__Material for this exercise__

|---|

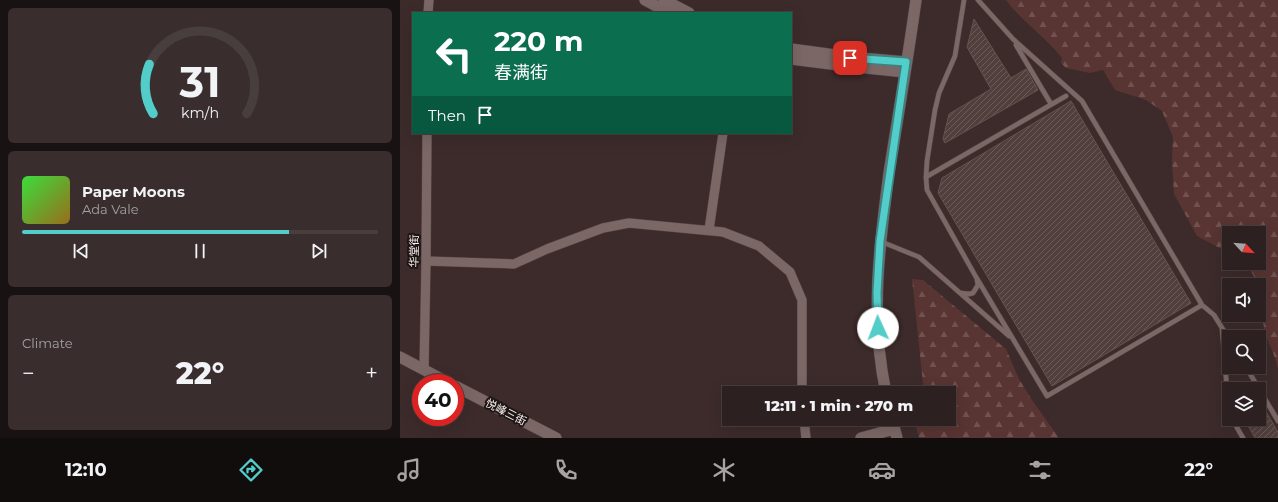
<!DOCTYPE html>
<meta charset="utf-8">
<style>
body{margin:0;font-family:Montserrat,"Noto Sans SC",sans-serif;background:#392d2d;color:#f1f3f6;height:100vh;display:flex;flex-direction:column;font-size:15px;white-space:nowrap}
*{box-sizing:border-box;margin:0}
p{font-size:13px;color:#a7a3a5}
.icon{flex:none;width:22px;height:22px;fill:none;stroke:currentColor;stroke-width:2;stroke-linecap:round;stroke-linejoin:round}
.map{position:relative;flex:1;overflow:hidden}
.panel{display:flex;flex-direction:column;gap:8px;padding:8px;background:#191212;width:400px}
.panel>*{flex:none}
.guide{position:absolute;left:12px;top:12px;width:380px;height:122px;border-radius:0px;box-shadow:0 4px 16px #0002,0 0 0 1px #483e3e;background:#0b6e4f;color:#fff;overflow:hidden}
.needle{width:26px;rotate:116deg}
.fabs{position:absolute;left:822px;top:226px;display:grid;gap:8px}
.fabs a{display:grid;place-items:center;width:44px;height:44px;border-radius:0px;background:#2d2020;box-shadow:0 4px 16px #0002,0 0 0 1px #483e3e;font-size:20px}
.speed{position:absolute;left:12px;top:374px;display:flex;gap:8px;font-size:20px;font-weight:700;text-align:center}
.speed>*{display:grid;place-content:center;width:52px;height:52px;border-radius:50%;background:#2d2020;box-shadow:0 4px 16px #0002,0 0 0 1px #483e3e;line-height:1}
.speed .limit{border:6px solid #d22;background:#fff;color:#111}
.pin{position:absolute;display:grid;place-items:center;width:34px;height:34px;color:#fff;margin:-17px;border-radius:8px;box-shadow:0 2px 6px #0006}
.me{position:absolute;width:44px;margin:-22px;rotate:358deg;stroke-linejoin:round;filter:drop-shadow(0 0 3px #0008)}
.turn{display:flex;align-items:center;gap:14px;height:84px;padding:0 16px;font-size:18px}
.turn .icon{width:52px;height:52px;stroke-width:2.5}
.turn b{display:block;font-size:28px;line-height:34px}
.then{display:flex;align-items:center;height:38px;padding:0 16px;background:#0003;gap:8px;font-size:15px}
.big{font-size:30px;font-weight:800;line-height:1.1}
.panel .widget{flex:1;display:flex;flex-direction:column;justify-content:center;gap:6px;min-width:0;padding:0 14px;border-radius:6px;background:#392d2d}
.panel .dial{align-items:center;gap:0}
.dial svg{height:104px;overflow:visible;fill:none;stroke:#483e3e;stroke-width:7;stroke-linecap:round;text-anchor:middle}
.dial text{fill:#f1f3f6;stroke:none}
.song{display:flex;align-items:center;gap:12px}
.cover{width:48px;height:48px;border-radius:6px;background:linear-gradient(135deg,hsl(120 70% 55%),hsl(40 70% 35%))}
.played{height:4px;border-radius:2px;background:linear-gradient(90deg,#53cdca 75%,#483e3e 75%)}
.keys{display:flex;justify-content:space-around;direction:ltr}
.heat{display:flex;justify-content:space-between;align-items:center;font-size:22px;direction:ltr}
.trip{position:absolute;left:322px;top:386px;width:234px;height:40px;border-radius:0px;background:#2d2020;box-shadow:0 4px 16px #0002,0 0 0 1px #483e3e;font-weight:800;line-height:40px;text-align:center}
.tab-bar{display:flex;height:64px;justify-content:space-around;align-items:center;background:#120d0d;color:#a7a3a5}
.tab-bar .icon{width:28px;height:28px}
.tab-bar .active{color:#53cdca}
.tab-bar b{font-size:18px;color:#f1f3f6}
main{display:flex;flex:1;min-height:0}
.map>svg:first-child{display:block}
.forest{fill:url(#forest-firs)}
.building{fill:url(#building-hatch);stroke:#655251}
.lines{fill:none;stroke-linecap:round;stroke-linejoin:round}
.service-casing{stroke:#564847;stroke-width:5.5}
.minor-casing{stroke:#564847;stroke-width:10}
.tertiary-casing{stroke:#564847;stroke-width:12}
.service{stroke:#7b6766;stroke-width:4.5}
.minor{stroke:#7b6766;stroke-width:9}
.tertiary{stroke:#7b6766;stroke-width:11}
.route-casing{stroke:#368583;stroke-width:10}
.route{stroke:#53cdca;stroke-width:7}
.labels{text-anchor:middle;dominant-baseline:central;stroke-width:4;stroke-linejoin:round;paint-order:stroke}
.street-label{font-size:11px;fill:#fcf1f0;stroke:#1d1615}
</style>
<main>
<section class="panel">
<div class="widget dial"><svg viewBox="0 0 100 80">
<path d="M14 69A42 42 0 1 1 86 69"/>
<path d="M14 69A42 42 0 0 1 11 31" stroke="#53cdca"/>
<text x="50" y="56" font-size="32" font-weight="700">31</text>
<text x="50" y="72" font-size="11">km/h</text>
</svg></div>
<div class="widget">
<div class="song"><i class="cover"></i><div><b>Paper Moons</b><p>Ada Vale</p></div></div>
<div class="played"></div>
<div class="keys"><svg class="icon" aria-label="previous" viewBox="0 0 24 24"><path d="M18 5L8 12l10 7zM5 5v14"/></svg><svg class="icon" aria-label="pause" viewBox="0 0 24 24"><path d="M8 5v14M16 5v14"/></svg><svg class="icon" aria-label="next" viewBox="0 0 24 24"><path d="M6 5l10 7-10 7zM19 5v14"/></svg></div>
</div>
<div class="widget"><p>Climate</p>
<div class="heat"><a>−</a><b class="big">22°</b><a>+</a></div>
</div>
</section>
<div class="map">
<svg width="878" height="438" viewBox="0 0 878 438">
<defs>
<pattern id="forest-firs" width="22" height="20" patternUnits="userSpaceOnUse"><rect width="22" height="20" fill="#583432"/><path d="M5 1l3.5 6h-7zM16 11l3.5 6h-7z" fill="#715250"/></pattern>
<pattern id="building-hatch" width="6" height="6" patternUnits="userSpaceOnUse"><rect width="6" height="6" fill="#513f3d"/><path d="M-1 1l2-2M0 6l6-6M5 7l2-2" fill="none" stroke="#6b5b59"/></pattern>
</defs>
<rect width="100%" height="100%" fill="#3c2b2a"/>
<!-- forest -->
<path class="forest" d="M606 0H878V369L875 358 865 333 860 306 859 285 849 268 844 263H859V233H829V253L797 236 774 194 772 161 773 137 762 111 746 100 715 90 703 70 690 73 666 68 661 63 662 58C646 37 622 22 606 0Z
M512 279 523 280 606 349 619 379 632 400 659 438H519L514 419H549V393H524Z"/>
<!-- building -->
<path class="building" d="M574 19 611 78 626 69 638 90 545 143 543 139 549 114 591 89 567 47Z
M671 101 791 303 652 386 538 193 542 178Z
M865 410 878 432V438H855L846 422 851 419H859V414Z"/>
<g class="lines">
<!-- service casing -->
<g class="service-casing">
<path id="service" d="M564 0 555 56 539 93 535 110 527 161 526 177 527 190 576 277 647 396 802 305 682 101 613 39 578 0
M616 45 651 104
M526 177 666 96
M482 242 519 257 609 336
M561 293 569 294 573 293 578 285 577 280
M802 305 814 315 829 339
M822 328 829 414
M846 367 878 421
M859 406 866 402
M832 419 843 438"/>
</g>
<!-- minor casing -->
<g class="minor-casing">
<path id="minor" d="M28 13 29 0
M309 230 323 133
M26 261 114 264 147 249 203 228 229 223 323 232 359 246 390 272 402 300V393
M24 370 26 261 27 133
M404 419 406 438"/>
</g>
<!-- tertiary casing -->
<g class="tertiary-casing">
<path id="tertiary" d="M245 0 269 13
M264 0 289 13
M391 49 450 57 506 62
M391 59 447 66 505 72
M0 357 49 383
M55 386 156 438
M486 393C470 319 479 247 489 173 498 116 508 58 516 0
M492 419 497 438
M461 438 494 429"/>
</g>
<!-- service -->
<use href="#service" class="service"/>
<!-- minor -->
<use href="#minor" class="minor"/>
<!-- tertiary -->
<use href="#tertiary" class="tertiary"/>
</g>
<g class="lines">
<!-- route casing -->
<g class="route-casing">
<path id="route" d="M450 58 506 62 480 241 477 293 478 328"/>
</g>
<!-- route -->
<use href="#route" class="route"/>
</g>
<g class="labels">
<!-- street labels -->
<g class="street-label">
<text transform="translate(14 251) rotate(-89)">华堂街</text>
<text transform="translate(106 412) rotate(27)">悦峰三街</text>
</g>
</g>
</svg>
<div class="fabs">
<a><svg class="needle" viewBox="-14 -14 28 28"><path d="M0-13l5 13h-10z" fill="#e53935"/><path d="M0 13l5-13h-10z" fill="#a7a3a5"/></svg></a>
<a><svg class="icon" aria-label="sound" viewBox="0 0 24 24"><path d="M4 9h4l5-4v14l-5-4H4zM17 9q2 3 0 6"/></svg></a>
<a><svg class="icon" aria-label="search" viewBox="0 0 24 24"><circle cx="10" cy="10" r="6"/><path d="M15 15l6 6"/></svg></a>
<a><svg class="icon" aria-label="layers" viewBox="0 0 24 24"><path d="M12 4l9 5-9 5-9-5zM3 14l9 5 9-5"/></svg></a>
</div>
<div class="speed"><div class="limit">40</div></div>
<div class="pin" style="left:450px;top:58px;background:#d93025"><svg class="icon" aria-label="arrive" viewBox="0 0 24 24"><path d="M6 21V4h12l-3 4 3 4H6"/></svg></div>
<svg class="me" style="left:478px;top:328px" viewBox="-20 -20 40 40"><circle r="19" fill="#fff"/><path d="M0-13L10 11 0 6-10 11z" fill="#53cdca"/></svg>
<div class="trip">12:11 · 1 min · 270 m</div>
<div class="guide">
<div class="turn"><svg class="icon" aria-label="left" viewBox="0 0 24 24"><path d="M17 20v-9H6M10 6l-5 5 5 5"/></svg><div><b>220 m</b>春满街</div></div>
<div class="then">Then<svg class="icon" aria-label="arrive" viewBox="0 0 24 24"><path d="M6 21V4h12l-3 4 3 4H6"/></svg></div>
</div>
</div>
</main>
<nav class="tab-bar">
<b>12:10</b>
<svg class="icon active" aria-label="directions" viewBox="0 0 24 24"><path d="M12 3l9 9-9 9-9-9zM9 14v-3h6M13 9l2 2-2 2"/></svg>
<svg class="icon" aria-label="music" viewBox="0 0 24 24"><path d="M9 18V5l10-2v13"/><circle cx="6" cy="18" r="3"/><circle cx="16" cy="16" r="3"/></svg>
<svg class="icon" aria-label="phone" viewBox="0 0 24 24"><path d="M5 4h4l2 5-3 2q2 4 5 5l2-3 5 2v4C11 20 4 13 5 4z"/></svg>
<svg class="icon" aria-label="climate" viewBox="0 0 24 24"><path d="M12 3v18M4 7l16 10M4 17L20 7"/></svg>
<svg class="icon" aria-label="car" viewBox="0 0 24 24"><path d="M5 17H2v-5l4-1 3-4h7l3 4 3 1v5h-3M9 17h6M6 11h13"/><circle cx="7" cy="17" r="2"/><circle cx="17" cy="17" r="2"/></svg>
<svg class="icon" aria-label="filters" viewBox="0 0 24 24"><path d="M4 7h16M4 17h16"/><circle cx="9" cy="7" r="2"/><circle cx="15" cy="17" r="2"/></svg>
<b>22°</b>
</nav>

|---|

__Work request__
Spot the lines above that mention "gradient" and copy them.

__Written solution__
.cover{width:48px;height:48px;border-radius:6px;background:linear-gradient(135deg,hsl(120 70% 55%),hsl(40 70% 35%))}
.played{height:4px;border-radius:2px;background:linear-gradient(90deg,#53cdca 75%,#483e3e 75%)}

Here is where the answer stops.